Data provided |
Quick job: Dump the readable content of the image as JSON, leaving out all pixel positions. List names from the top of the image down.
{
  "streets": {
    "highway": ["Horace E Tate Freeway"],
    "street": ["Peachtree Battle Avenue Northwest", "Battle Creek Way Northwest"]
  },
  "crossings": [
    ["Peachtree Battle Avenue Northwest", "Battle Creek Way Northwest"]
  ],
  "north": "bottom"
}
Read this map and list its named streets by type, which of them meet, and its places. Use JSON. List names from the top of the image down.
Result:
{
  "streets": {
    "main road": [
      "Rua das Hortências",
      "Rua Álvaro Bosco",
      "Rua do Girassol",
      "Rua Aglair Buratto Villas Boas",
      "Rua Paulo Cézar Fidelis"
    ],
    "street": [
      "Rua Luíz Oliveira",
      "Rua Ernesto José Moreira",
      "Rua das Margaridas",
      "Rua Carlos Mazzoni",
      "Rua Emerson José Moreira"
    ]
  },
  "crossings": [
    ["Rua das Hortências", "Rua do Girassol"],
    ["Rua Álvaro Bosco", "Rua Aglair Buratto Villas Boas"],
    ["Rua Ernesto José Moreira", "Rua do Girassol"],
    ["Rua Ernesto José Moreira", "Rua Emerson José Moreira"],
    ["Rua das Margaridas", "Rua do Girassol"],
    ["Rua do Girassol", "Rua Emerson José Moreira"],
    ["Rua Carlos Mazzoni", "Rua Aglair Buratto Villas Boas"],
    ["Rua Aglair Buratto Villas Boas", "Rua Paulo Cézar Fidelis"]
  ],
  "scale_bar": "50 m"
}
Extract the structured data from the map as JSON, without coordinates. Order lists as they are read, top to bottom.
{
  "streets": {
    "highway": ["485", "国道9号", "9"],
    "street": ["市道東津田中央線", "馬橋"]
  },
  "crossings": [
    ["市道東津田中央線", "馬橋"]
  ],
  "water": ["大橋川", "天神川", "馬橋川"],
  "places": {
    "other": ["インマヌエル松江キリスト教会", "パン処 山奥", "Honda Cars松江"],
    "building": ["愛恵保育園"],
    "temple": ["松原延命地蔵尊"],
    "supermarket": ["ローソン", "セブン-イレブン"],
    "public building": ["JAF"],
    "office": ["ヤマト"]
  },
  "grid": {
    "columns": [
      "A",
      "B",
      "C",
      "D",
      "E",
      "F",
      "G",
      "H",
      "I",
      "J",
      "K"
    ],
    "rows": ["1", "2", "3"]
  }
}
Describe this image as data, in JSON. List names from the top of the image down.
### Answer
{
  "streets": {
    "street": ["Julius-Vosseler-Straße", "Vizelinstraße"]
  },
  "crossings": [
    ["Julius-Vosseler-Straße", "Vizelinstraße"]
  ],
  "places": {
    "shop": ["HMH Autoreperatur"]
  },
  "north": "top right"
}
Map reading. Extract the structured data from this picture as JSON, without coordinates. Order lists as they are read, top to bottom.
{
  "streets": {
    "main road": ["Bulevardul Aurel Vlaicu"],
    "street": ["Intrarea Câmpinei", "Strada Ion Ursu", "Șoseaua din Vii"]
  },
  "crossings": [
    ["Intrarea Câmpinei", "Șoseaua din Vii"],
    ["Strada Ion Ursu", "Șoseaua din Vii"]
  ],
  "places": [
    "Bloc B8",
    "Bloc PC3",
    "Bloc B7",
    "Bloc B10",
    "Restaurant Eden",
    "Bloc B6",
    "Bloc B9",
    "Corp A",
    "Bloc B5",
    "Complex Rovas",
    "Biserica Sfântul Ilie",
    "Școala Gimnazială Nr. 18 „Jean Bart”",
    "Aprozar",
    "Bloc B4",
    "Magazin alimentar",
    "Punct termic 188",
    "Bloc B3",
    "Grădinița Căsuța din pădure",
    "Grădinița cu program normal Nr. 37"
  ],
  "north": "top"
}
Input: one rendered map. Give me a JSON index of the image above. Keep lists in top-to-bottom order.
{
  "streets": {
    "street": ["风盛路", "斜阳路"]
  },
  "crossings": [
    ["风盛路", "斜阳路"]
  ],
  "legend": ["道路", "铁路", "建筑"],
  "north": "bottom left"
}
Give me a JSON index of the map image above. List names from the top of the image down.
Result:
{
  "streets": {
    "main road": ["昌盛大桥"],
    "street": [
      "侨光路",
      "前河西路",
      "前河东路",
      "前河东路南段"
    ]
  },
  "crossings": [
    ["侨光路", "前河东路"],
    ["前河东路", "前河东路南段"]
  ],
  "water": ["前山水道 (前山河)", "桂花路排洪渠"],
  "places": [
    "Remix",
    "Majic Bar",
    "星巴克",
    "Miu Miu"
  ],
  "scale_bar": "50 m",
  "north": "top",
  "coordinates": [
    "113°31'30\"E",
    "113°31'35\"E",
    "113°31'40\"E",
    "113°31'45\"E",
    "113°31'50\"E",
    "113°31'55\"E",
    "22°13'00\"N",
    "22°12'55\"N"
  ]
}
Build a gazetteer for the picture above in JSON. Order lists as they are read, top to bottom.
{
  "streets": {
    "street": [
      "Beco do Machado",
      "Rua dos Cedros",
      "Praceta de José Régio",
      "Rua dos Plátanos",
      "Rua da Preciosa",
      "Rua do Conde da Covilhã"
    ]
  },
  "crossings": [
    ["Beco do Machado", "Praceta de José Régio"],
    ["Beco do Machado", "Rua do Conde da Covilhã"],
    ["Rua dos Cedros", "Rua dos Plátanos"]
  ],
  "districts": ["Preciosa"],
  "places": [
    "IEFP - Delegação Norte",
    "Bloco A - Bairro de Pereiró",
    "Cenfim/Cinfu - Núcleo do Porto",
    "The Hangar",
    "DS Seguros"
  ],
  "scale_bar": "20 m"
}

Requirement | Please repeat the data above verbatim, all of it.

Result below |
Quick job: Dump the readable content of the image as JSON, leaving out all pixel positions. List names from the top of the image down.
{
  "streets": {
    "highway": ["Horace E Tate Freeway"],
    "street": ["Peachtree Battle Avenue Northwest", "Battle Creek Way Northwest"]
  },
  "crossings": [
    ["Peachtree Battle Avenue Northwest", "Battle Creek Way Northwest"]
  ],
  "north": "bottom"
}
Read this map and list its named streets by type, which of them meet, and its places. Use JSON. List names from the top of the image down.
Result:
{
  "streets": {
    "main road": [
      "Rua das Hortências",
      "Rua Álvaro Bosco",
      "Rua do Girassol",
      "Rua Aglair Buratto Villas Boas",
      "Rua Paulo Cézar Fidelis"
    ],
    "street": [
      "Rua Luíz Oliveira",
      "Rua Ernesto José Moreira",
      "Rua das Margaridas",
      "Rua Carlos Mazzoni",
      "Rua Emerson José Moreira"
    ]
  },
  "crossings": [
    ["Rua das Hortências", "Rua do Girassol"],
    ["Rua Álvaro Bosco", "Rua Aglair Buratto Villas Boas"],
    ["Rua Ernesto José Moreira", "Rua do Girassol"],
    ["Rua Ernesto José Moreira", "Rua Emerson José Moreira"],
    ["Rua das Margaridas", "Rua do Girassol"],
    ["Rua do Girassol", "Rua Emerson José Moreira"],
    ["Rua Carlos Mazzoni", "Rua Aglair Buratto Villas Boas"],
    ["Rua Aglair Buratto Villas Boas", "Rua Paulo Cézar Fidelis"]
  ],
  "scale_bar": "50 m"
}
Extract the structured data from the map as JSON, without coordinates. Order lists as they are read, top to bottom.
{
  "streets": {
    "highway": ["485", "国道9号", "9"],
    "street": ["市道東津田中央線", "馬橋"]
  },
  "crossings": [
    ["市道東津田中央線", "馬橋"]
  ],
  "water": ["大橋川", "天神川", "馬橋川"],
  "places": {
    "other": ["インマヌエル松江キリスト教会", "パン処 山奥", "Honda Cars松江"],
    "building": ["愛恵保育園"],
    "temple": ["松原延命地蔵尊"],
    "supermarket": ["ローソン", "セブン-イレブン"],
    "public building": ["JAF"],
    "office": ["ヤマト"]
  },
  "grid": {
    "columns": [
      "A",
      "B",
      "C",
      "D",
      "E",
      "F",
      "G",
      "H",
      "I",
      "J",
      "K"
    ],
    "rows": ["1", "2", "3"]
  }
}
Describe this image as data, in JSON. List names from the top of the image down.
### Answer
{
  "streets": {
    "street": ["Julius-Vosseler-Straße", "Vizelinstraße"]
  },
  "crossings": [
    ["Julius-Vosseler-Straße", "Vizelinstraße"]
  ],
  "places": {
    "shop": ["HMH Autoreperatur"]
  },
  "north": "top right"
}
Map reading. Extract the structured data from this picture as JSON, without coordinates. Order lists as they are read, top to bottom.
{
  "streets": {
    "main road": ["Bulevardul Aurel Vlaicu"],
    "street": ["Intrarea Câmpinei", "Strada Ion Ursu", "Șoseaua din Vii"]
  },
  "crossings": [
    ["Intrarea Câmpinei", "Șoseaua din Vii"],
    ["Strada Ion Ursu", "Șoseaua din Vii"]
  ],
  "places": [
    "Bloc B8",
    "Bloc PC3",
    "Bloc B7",
    "Bloc B10",
    "Restaurant Eden",
    "Bloc B6",
    "Bloc B9",
    "Corp A",
    "Bloc B5",
    "Complex Rovas",
    "Biserica Sfântul Ilie",
    "Școala Gimnazială Nr. 18 „Jean Bart”",
    "Aprozar",
    "Bloc B4",
    "Magazin alimentar",
    "Punct termic 188",
    "Bloc B3",
    "Grădinița Căsuța din pădure",
    "Grădinița cu program normal Nr. 37"
  ],
  "north": "top"
}
Input: one rendered map. Give me a JSON index of the image above. Keep lists in top-to-bottom order.
{
  "streets": {
    "street": ["风盛路", "斜阳路"]
  },
  "crossings": [
    ["风盛路", "斜阳路"]
  ],
  "legend": ["道路", "铁路", "建筑"],
  "north": "bottom left"
}
Give me a JSON index of the map image above. List names from the top of the image down.
Result:
{
  "streets": {
    "main road": ["昌盛大桥"],
    "street": [
      "侨光路",
      "前河西路",
      "前河东路",
      "前河东路南段"
    ]
  },
  "crossings": [
    ["侨光路", "前河东路"],
    ["前河东路", "前河东路南段"]
  ],
  "water": ["前山水道 (前山河)", "桂花路排洪渠"],
  "places": [
    "Remix",
    "Majic Bar",
    "星巴克",
    "Miu Miu"
  ],
  "scale_bar": "50 m",
  "north": "top",
  "coordinates": [
    "113°31'30\"E",
    "113°31'35\"E",
    "113°31'40\"E",
    "113°31'45\"E",
    "113°31'50\"E",
    "113°31'55\"E",
    "22°13'00\"N",
    "22°12'55\"N"
  ]
}
Build a gazetteer for the picture above in JSON. Order lists as they are read, top to bottom.
{
  "streets": {
    "street": [
      "Beco do Machado",
      "Rua dos Cedros",
      "Praceta de José Régio",
      "Rua dos Plátanos",
      "Rua da Preciosa",
      "Rua do Conde da Covilhã"
    ]
  },
  "crossings": [
    ["Beco do Machado", "Praceta de José Régio"],
    ["Beco do Machado", "Rua do Conde da Covilhã"],
    ["Rua dos Cedros", "Rua dos Plátanos"]
  ],
  "districts": ["Preciosa"],
  "places": [
    "IEFP - Delegação Norte",
    "Bloco A - Bairro de Pereiró",
    "Cenfim/Cinfu - Núcleo do Porto",
    "The Hangar",
    "DS Seguros"
  ],
  "scale_bar": "20 m"
}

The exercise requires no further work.